After the exposure of his illicit love affair with the baroness Cunegonde, the not quite noble-born Candide is abruptly obliged to quit the place of his birth. Unfazed and unsuspecting, he begins a journey around the world inspired by Dr. Pangloss’s straightforward motto: this world is the only world and therefore the best of all possible worlds. Nevertheless, while travelling from Bulgaria to Lisbon and Paraguay to Venice, Candide encounters nothing but hair-raising atrocities and natural disasters: war, prostitution, slavery, earthquakes, and an assortment of murders. From the stabbing of a promiscuous grand inquisitor, to the hanging and resurrection of a philosopher, Candide’s path is strewn with the bizarre characters, both dead and undead, that make up his miraculous journey. Yet driven by an invincible optimism, nothing will bring him to stray from his belief in the good and love for Cunegonde. Finally, after countless adventures around the globe, Candide is reunited with his sweetheart – but after everything he’s experienced, what remains of his once starry-eyed love?

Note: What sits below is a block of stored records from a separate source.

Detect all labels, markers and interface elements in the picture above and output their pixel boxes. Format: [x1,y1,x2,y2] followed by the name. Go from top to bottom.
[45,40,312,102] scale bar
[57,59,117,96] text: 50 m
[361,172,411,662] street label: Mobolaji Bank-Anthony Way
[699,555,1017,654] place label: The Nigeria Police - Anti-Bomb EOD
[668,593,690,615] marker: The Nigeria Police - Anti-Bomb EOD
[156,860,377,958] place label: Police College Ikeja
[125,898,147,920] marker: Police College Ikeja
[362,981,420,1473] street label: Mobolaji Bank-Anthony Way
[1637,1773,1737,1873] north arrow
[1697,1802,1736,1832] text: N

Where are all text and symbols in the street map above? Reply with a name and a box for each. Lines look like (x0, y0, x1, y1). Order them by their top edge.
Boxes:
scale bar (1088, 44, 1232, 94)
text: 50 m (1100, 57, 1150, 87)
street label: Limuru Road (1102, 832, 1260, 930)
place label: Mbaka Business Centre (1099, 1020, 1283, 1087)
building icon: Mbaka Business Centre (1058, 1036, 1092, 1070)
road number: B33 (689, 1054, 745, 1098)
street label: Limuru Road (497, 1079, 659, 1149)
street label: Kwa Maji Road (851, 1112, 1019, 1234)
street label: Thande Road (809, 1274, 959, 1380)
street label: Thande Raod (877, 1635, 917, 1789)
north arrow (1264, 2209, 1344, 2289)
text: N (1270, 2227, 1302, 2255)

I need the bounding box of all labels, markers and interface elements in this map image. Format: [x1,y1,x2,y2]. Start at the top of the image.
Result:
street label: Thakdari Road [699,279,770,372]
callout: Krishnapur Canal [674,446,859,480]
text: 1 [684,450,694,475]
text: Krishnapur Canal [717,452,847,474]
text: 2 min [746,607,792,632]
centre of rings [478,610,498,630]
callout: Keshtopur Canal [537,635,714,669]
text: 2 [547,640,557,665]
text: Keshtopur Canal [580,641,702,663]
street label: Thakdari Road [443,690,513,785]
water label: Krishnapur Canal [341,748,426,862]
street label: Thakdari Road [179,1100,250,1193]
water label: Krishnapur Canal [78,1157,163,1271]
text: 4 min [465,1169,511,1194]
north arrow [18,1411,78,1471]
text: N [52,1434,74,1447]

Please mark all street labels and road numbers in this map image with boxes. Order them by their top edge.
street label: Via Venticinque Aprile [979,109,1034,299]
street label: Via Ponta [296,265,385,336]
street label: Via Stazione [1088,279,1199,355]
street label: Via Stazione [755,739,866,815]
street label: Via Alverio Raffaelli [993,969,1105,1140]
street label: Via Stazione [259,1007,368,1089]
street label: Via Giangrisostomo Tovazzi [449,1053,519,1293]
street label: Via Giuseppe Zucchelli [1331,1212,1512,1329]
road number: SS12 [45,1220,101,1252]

The iconic French philosopher Voltaire penned the satirical novella Candide ou l’Optimisme in 1759, creating a milestone in the European Enlightenment. With his sharp tongue and keen eye, Voltaire criticized the world-affirming doctrines of German philosophers Gottfried Wilhelm Leibniz and Christian Wolff. Exceptionally difficult material for a musical, which Leonard Bernstein took on directly after his first Broadway success in 1953. While West Side Story – composed nearly at the same time – is American to the core, Candide is considered to be an expression of Bernstein’s love for European music. Having gone through many variations, a version of the comic operetta from the late 1990s captures Voltaire’s incisive humor and brings Bernstein’s electrifying music to fruition. Barrie Kosky’s production, with over 800 costumes on a nearly empty stage, draws a wild parallel between the Enlightenment and the present day. Bittersweet, irresistible entertainment – more relevant than ever!
Comic operetta in two acts by Leonard Bernstein [1956/1999]
Royal National Theatre version (full orchestration)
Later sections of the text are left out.